Purified terephthalic acid (PTA, sometimes referred to as polymer-grade terephthalic acid) is an important chemical component in the plastics industry. Together with ethylene, it is used to produce the high-demand plastic polyethylene terephthalate (PET), widely used as a polyester fibre and for recyclable food and drink containers, such as plastic bottles. There is a continuing and growing demand for PTA throughout the world, particularly in fast-expanding economies such as those found in Asia. Approximately 80 – 100 million tpy of PTA is produced, the vast majority coming from Asian plants, while China alone makes up 60% of the global demand.

The production of PTA requires expert gas analysis for process control, efficiency and safety, as well as quality monitoring and environmental compliance.

In order to deliver this wide range of measurements, a variety of sensing technologies are required.
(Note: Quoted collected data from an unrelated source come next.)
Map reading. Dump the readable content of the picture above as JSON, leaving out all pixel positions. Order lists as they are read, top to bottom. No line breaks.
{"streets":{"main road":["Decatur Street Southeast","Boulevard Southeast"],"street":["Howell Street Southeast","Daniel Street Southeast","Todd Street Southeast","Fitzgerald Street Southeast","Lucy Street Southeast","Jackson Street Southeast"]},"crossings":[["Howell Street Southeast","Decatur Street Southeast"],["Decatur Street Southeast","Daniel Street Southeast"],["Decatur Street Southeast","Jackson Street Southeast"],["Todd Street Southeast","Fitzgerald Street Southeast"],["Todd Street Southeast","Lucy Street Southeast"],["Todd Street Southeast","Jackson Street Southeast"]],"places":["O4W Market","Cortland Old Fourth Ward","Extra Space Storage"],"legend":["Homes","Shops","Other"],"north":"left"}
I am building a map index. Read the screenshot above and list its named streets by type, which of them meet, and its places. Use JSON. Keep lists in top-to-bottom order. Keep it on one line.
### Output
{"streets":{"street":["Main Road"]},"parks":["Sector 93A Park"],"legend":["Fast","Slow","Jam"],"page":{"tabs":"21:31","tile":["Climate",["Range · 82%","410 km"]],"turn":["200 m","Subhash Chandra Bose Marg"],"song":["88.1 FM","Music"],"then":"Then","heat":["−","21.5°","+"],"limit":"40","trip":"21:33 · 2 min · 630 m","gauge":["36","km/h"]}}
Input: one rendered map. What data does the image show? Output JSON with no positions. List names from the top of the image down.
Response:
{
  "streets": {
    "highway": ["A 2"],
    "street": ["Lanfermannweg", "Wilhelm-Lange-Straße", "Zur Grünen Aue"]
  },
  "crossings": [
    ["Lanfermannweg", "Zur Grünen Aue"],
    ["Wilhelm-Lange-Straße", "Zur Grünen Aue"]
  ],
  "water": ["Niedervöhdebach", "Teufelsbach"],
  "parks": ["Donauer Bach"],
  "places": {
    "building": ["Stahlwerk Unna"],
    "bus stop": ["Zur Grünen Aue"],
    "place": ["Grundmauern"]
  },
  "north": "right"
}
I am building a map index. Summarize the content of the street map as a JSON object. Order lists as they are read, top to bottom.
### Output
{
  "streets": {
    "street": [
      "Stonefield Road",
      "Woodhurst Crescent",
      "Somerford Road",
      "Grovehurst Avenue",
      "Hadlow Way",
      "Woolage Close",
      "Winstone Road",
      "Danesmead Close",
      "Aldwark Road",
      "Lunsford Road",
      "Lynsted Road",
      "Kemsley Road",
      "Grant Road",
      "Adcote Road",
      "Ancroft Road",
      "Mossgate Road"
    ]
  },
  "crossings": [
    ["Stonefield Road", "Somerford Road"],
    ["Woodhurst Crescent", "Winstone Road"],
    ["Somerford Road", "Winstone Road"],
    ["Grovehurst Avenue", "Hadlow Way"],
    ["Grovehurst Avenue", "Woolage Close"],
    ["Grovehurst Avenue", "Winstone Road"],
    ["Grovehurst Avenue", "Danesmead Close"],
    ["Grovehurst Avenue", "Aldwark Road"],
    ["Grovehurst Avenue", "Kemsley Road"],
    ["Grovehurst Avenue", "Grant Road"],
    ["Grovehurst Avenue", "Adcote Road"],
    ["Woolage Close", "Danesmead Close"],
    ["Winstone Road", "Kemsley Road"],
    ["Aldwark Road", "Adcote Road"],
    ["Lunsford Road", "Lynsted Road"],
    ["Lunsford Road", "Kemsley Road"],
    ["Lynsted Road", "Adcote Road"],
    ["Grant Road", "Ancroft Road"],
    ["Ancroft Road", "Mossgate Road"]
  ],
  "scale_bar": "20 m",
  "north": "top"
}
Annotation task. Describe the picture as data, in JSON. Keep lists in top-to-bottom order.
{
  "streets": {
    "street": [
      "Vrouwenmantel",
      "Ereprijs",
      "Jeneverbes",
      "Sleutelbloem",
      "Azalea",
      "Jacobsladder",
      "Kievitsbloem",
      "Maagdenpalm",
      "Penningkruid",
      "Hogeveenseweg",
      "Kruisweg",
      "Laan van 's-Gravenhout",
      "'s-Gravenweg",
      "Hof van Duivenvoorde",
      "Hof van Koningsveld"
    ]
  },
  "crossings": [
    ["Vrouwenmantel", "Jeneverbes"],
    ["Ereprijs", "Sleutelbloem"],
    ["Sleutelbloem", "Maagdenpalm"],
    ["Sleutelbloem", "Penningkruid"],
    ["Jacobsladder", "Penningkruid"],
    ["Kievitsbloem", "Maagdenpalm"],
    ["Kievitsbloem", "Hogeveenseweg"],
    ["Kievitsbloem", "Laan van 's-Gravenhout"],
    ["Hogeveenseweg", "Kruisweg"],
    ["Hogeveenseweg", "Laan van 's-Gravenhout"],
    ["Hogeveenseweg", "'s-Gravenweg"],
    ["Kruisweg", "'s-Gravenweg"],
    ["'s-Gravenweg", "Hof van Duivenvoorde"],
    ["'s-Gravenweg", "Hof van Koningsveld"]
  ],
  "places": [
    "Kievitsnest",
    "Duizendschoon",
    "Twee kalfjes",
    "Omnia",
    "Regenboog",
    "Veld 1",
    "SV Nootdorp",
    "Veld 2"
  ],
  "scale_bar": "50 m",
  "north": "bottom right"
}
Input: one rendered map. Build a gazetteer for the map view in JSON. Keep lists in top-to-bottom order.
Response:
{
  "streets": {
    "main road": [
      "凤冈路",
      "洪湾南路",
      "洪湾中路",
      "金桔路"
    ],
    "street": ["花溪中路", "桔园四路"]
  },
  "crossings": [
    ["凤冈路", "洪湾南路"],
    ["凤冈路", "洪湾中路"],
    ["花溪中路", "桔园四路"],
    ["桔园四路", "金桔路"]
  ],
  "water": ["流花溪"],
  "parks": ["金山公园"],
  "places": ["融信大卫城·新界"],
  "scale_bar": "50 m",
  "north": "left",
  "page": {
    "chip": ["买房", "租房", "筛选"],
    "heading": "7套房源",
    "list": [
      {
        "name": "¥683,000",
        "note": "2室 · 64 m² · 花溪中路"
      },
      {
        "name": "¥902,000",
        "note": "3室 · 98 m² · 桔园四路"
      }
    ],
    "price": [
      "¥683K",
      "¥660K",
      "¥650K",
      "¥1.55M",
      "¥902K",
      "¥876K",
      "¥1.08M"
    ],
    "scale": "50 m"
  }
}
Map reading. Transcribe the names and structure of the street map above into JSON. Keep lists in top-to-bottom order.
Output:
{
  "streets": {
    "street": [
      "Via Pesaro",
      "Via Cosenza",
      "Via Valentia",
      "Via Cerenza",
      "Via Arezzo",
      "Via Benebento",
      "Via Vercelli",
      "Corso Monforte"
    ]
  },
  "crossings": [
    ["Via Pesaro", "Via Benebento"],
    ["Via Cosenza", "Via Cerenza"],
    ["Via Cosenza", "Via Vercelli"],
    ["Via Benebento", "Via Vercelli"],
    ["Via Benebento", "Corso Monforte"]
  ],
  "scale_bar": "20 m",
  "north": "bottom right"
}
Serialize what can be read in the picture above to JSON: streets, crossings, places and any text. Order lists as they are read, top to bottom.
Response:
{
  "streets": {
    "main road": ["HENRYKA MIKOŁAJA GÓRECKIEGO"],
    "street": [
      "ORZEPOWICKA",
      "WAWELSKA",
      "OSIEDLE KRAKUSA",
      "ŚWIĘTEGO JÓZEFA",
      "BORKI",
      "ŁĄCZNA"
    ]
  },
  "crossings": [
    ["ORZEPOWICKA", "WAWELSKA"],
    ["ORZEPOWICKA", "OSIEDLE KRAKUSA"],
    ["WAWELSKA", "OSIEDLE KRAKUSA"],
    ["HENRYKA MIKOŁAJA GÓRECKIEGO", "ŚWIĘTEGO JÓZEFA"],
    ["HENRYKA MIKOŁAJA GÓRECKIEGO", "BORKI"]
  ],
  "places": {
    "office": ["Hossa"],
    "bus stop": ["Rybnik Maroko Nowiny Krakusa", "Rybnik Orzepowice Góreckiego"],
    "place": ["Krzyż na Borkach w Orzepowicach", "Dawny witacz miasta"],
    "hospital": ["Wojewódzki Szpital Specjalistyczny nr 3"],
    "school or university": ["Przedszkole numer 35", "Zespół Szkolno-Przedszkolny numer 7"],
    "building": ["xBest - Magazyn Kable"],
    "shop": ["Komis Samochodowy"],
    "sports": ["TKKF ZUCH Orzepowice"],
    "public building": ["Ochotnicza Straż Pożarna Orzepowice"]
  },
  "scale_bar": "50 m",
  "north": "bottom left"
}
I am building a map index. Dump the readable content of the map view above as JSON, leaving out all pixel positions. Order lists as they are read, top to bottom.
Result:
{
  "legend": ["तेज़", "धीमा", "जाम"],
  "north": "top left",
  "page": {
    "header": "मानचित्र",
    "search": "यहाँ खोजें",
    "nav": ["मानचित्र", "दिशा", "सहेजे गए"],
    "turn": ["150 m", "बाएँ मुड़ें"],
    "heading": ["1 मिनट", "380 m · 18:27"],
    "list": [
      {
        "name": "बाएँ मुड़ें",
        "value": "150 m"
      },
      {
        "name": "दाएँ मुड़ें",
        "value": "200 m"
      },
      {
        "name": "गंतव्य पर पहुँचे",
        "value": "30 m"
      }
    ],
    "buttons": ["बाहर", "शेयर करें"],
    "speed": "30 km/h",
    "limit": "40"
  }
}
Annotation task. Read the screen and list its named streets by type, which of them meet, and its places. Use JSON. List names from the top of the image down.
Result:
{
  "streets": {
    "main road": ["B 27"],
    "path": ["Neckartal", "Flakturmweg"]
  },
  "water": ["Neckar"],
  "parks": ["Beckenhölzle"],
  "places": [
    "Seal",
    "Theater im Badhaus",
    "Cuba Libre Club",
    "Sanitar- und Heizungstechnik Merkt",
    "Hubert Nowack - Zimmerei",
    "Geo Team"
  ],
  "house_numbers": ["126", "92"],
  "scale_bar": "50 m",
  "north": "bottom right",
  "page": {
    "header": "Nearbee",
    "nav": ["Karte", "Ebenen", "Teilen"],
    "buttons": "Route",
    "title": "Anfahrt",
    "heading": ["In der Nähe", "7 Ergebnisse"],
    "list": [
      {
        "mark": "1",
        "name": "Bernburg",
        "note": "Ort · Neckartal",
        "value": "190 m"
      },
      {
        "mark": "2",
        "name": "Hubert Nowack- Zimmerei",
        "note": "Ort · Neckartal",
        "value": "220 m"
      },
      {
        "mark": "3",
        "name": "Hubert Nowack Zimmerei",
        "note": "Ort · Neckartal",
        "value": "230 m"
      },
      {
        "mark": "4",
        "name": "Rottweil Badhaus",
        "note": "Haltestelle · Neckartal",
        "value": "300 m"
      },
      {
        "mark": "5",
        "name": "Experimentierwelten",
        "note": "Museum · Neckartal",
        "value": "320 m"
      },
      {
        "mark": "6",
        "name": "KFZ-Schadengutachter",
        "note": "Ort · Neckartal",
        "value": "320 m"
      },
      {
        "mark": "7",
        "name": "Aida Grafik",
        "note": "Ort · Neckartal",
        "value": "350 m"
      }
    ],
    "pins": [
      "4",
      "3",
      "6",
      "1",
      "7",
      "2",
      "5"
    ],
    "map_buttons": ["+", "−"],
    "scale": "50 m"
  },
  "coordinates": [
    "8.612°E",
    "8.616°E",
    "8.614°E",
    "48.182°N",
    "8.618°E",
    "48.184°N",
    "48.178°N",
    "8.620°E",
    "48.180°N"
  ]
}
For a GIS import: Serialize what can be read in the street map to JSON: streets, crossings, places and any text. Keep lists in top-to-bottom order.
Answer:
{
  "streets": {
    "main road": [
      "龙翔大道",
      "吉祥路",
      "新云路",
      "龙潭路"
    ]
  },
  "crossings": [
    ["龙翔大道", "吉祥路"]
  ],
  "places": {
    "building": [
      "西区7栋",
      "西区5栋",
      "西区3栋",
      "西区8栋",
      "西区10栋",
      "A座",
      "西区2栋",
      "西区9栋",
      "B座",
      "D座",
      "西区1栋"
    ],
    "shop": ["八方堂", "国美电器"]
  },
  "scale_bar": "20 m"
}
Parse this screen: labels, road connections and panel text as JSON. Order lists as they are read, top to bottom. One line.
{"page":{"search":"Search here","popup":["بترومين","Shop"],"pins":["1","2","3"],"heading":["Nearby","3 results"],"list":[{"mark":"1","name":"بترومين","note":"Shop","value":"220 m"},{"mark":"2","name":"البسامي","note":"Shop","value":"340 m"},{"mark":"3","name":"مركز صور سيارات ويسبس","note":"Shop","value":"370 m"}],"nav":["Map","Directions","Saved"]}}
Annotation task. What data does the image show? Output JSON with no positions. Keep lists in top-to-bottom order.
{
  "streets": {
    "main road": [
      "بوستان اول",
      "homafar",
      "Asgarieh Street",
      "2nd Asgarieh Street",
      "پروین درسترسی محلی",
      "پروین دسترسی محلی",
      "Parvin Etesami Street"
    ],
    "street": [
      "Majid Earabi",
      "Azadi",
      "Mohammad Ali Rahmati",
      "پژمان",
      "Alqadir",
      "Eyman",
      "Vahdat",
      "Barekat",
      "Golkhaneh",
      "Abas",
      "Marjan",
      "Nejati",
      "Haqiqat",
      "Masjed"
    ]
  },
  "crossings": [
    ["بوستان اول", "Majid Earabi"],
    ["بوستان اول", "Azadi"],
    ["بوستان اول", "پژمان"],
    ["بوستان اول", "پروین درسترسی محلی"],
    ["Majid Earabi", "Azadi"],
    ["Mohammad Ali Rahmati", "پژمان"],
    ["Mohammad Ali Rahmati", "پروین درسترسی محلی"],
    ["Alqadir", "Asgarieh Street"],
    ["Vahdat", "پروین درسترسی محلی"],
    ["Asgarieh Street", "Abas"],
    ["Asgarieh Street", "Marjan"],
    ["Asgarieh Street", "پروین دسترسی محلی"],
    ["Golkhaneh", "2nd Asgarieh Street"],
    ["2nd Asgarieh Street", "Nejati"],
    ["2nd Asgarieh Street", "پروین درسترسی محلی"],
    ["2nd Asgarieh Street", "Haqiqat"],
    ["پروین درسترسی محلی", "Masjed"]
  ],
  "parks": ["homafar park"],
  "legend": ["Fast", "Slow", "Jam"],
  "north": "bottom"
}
Not only do these sensors have to be accurate and react quickly to changing gas

Figure 1. A PTA production plant.

concentrations, but they also have to be able to operate in the challenging – and often corrosive – conditions of the manufacturing process.

The PTA process and key gas analysis points

PTA is manufactured from the aromatic hydrocarbon p-xylene, which undergoes air oxidation in a reactor at high pressure and high temperature. Liquid acetic acid is used as the solvent for this reaction.

The crystalline PTA product is separated off in crystallizer vessels, recovered and purified. The oxidation reactors and the crystallizers are key points for gas analysis in the PTA process.

At the beginning of the PTA manufacturing process, air is passed into the oxidation reactors. This oxidises the p-xylene to form terephthalic acid while also generating carbon dioxide (CO2) and carbon monoxide (CO).

Some oxygen (O2) is likely to remain unreacted – it is critical to monitor this residual O2 level in the off-gas to ensure that it stays between 4 – 5%. If the level gets too high, sudden runaway oxidation of all the flammable materials could occur, leading to an explosion.

However, if the level drops too low, insufficient oxidation occurs, reducing efficiency and lowering product yield.

Monitoring of the air inlet to the oxidiser, and the level of unreacted O2, can be reliably handled by paramagnetic O2 analysers.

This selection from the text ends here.